> What is being asked: In the data below, locate each line with the word "family" and list it.

○ ○ ○

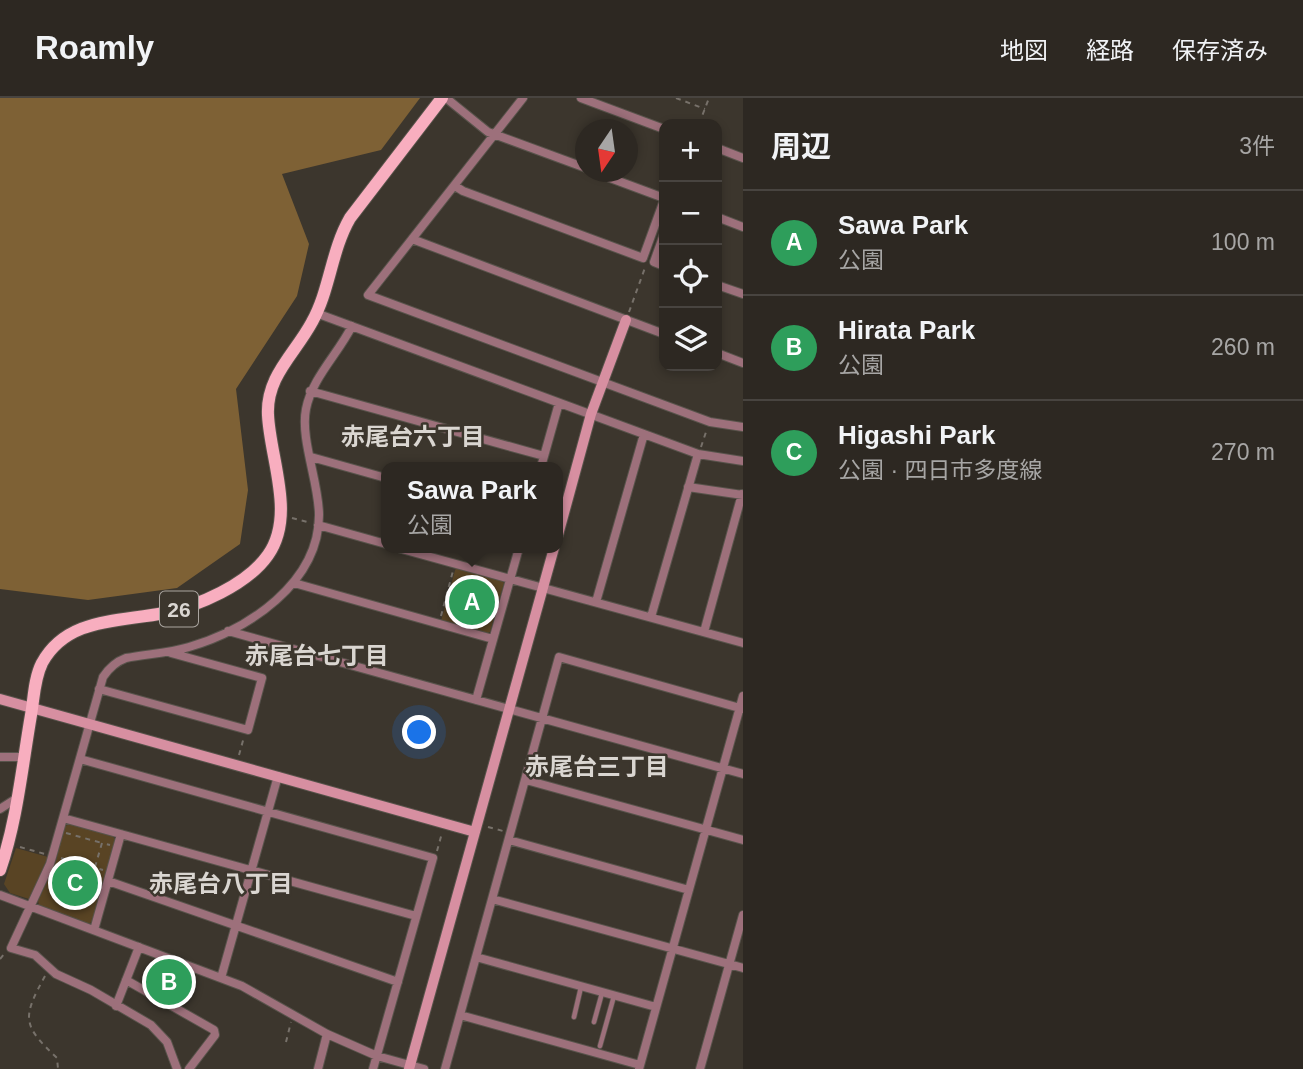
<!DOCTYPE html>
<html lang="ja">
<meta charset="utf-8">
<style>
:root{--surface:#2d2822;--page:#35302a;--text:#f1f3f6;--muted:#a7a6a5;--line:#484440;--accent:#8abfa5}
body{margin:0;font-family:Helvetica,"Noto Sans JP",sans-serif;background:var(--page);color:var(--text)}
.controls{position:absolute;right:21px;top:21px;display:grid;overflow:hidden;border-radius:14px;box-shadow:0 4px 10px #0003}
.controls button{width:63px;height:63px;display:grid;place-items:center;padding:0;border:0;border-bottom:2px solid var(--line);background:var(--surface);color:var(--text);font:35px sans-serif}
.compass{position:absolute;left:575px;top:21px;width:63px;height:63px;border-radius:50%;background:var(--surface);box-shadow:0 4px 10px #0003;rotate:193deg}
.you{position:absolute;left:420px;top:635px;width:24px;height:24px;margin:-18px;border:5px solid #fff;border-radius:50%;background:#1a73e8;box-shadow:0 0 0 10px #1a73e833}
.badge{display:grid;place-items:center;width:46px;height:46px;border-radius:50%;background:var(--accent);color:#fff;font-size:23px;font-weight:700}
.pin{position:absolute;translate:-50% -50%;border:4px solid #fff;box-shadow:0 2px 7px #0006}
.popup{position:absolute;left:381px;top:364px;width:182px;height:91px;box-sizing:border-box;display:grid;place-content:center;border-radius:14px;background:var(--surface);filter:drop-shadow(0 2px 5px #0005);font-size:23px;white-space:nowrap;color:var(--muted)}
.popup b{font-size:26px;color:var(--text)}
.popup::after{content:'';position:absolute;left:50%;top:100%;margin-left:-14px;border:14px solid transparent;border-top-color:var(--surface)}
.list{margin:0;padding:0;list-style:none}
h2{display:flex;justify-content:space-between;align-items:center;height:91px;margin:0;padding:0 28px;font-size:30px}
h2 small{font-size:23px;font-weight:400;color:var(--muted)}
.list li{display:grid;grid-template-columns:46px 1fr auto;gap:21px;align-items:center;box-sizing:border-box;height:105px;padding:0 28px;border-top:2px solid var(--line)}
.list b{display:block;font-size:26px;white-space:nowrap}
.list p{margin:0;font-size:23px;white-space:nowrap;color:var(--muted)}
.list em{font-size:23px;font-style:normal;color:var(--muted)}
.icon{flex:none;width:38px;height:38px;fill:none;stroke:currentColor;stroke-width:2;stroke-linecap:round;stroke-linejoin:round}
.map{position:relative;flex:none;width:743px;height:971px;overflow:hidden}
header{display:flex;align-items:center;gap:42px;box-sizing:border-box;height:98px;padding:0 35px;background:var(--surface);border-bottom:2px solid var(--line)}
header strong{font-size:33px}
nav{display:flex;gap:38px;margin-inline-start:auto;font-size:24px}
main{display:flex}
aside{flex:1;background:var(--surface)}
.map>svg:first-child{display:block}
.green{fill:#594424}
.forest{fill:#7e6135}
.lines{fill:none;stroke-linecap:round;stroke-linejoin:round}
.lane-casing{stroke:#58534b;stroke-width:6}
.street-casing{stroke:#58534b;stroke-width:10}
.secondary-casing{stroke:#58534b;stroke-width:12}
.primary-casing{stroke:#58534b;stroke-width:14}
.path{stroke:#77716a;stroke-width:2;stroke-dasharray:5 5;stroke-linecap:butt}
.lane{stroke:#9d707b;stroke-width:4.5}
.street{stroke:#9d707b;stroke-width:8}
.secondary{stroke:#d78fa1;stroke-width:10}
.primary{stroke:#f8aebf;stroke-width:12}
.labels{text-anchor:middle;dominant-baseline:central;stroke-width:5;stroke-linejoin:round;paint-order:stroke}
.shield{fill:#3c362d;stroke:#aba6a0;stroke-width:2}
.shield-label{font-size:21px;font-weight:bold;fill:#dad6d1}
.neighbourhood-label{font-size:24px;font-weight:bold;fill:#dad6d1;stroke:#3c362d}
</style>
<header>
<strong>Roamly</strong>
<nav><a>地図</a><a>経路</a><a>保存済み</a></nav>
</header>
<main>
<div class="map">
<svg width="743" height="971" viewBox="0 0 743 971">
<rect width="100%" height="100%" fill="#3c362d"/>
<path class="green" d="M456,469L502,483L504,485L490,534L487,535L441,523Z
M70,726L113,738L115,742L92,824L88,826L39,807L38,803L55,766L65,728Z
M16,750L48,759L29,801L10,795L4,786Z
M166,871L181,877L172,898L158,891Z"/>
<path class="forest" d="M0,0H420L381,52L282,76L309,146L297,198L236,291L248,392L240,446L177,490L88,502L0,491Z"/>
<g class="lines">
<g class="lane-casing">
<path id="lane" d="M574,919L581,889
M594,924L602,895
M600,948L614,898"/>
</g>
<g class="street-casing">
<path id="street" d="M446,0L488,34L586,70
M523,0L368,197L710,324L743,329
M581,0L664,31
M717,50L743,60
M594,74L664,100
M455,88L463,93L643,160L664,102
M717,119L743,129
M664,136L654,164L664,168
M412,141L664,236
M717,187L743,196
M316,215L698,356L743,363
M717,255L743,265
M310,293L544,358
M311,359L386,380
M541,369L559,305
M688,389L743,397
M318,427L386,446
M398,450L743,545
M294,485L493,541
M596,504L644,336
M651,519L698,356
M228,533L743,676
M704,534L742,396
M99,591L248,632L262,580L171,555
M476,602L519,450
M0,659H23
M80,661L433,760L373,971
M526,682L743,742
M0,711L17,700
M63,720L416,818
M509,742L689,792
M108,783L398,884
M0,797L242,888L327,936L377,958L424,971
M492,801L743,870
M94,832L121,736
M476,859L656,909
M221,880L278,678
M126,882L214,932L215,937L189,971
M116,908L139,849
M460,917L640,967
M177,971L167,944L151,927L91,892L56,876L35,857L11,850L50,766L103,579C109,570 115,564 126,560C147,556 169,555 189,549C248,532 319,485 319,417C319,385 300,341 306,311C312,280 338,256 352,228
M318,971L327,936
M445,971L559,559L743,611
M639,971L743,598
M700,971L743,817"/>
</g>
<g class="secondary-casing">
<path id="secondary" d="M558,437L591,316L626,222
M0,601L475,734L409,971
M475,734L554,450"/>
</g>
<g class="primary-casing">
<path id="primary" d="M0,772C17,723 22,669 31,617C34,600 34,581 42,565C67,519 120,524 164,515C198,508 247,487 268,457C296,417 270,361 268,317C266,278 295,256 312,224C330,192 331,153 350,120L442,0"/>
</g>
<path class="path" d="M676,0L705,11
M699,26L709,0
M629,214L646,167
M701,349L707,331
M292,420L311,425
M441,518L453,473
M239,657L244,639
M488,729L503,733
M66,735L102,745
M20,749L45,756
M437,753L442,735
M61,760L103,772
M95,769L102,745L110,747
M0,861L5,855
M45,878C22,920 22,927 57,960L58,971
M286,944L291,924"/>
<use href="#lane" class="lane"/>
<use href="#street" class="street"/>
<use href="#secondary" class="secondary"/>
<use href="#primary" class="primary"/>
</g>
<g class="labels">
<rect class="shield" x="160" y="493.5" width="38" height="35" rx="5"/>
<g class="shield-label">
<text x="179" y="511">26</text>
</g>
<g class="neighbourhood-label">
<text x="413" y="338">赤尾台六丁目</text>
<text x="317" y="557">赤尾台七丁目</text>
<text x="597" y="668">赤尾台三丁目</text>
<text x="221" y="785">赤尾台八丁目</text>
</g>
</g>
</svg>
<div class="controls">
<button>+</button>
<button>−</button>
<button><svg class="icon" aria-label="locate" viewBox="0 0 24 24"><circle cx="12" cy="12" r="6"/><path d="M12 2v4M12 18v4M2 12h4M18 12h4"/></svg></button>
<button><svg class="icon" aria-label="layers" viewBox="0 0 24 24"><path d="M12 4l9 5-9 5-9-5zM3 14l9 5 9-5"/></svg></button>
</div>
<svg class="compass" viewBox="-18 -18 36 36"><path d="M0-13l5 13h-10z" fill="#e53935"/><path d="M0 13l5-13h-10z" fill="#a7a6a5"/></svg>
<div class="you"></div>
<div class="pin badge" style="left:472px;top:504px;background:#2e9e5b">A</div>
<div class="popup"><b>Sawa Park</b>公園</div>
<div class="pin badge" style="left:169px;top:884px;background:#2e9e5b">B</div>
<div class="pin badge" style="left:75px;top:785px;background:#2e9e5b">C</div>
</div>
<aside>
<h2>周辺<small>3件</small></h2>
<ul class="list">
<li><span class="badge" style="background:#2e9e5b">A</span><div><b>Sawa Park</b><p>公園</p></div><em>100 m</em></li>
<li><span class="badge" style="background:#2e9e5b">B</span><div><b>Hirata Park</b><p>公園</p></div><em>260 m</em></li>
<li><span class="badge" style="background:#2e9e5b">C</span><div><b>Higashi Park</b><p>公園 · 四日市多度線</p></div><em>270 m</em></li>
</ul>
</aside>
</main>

○ ○ ○

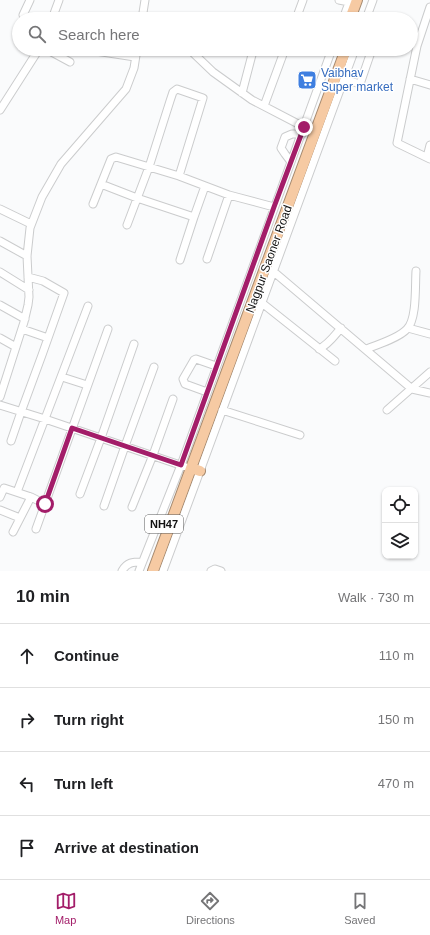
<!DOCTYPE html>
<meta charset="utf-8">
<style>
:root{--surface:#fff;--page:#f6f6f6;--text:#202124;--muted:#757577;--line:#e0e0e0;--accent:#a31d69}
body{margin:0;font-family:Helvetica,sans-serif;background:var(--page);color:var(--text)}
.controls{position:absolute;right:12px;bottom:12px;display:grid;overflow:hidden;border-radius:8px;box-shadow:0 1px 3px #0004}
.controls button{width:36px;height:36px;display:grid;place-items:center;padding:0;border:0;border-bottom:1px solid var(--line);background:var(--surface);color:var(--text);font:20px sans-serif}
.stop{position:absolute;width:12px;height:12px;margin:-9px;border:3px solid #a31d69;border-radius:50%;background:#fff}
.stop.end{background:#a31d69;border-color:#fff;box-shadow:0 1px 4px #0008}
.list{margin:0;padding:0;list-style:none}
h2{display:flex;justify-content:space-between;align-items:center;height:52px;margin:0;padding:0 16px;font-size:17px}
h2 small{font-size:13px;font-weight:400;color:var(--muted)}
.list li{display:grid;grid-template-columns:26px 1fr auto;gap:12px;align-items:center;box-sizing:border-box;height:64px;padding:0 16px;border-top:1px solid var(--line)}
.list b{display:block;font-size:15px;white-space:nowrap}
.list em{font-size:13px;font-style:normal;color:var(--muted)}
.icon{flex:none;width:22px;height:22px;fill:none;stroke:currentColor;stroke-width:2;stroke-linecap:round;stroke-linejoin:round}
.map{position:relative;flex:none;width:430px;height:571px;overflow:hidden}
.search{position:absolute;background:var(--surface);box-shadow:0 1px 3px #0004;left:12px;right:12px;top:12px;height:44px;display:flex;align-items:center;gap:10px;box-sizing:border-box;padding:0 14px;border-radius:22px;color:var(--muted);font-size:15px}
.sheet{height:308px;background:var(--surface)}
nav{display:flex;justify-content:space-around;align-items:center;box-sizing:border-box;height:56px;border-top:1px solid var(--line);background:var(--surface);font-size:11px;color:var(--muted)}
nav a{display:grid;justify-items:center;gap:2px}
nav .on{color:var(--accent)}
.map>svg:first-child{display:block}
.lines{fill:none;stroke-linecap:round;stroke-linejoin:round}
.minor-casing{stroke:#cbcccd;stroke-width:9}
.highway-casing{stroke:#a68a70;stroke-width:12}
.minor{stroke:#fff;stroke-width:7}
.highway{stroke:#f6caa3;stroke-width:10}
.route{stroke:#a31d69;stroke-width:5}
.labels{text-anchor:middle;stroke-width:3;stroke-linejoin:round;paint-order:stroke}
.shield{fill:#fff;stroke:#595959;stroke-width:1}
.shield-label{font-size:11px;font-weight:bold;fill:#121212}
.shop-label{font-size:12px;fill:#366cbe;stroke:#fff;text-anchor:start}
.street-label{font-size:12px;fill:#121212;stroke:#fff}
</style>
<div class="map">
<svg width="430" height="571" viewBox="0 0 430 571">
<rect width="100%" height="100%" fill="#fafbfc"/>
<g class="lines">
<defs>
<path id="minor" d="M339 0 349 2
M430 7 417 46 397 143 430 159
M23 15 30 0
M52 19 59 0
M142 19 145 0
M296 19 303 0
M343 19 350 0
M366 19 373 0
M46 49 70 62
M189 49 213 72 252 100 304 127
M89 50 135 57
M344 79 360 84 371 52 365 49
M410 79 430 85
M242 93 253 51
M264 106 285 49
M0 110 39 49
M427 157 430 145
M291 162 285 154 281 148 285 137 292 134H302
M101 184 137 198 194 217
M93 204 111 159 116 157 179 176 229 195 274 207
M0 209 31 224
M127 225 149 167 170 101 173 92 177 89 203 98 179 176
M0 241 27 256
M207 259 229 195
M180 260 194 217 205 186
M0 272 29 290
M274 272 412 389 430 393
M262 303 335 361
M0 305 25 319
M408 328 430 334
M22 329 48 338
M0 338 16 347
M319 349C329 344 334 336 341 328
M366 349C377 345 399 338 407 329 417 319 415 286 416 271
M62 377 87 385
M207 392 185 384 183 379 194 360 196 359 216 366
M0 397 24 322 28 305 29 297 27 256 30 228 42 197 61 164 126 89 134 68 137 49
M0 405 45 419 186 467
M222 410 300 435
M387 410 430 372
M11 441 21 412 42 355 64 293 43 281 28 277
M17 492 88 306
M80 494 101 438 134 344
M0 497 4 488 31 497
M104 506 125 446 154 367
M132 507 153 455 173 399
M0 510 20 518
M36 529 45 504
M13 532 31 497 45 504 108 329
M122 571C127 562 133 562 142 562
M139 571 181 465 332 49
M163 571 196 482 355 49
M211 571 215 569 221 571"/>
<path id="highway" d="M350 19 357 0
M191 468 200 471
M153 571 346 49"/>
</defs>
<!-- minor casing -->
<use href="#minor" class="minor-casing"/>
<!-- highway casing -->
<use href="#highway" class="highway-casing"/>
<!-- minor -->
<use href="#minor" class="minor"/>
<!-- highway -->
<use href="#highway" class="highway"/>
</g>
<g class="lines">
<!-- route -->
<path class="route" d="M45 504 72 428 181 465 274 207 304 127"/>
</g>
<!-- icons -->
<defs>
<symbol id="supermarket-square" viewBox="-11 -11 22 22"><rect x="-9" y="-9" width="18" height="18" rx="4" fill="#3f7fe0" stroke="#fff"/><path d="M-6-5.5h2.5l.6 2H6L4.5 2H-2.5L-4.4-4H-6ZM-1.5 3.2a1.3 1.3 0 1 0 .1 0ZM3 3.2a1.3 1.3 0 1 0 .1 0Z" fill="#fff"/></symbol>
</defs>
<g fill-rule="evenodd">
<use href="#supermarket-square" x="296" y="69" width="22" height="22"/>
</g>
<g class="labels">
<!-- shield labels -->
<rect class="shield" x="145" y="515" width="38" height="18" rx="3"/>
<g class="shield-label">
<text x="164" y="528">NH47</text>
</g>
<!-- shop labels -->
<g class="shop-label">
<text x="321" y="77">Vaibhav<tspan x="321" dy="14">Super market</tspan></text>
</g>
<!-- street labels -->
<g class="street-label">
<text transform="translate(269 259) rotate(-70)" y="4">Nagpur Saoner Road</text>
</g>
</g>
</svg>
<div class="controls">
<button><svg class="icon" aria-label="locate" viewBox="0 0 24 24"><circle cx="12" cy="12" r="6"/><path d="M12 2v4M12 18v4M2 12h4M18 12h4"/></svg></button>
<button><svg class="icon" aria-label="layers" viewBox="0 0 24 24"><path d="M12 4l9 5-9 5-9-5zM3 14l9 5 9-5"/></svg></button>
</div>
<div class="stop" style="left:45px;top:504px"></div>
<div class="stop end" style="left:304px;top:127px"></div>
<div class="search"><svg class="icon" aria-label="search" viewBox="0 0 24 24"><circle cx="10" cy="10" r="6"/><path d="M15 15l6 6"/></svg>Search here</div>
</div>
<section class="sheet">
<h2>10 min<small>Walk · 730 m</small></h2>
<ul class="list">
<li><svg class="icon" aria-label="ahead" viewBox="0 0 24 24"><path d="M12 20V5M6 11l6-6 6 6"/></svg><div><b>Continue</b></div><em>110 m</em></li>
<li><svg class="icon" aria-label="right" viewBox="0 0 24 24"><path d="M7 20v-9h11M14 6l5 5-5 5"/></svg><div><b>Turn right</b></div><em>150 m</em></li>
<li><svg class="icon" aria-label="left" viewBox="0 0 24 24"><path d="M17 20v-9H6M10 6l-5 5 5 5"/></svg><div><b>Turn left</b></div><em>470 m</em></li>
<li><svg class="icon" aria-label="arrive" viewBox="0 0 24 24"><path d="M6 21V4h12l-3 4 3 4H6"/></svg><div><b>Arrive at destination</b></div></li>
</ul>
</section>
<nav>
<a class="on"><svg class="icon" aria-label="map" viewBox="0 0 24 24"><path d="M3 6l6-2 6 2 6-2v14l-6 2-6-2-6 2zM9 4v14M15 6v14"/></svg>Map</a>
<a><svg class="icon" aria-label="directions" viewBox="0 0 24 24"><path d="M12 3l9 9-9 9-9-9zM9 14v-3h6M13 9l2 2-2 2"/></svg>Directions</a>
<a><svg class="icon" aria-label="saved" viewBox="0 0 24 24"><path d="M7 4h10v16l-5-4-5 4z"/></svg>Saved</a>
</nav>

○ ○ ○

> Expected answer:
body{margin:0;font-family:Helvetica,"Noto Sans JP",sans-serif;background:var(--page);color:var(--text)}
body{margin:0;font-family:Helvetica,sans-serif;background:var(--page);color:var(--text)}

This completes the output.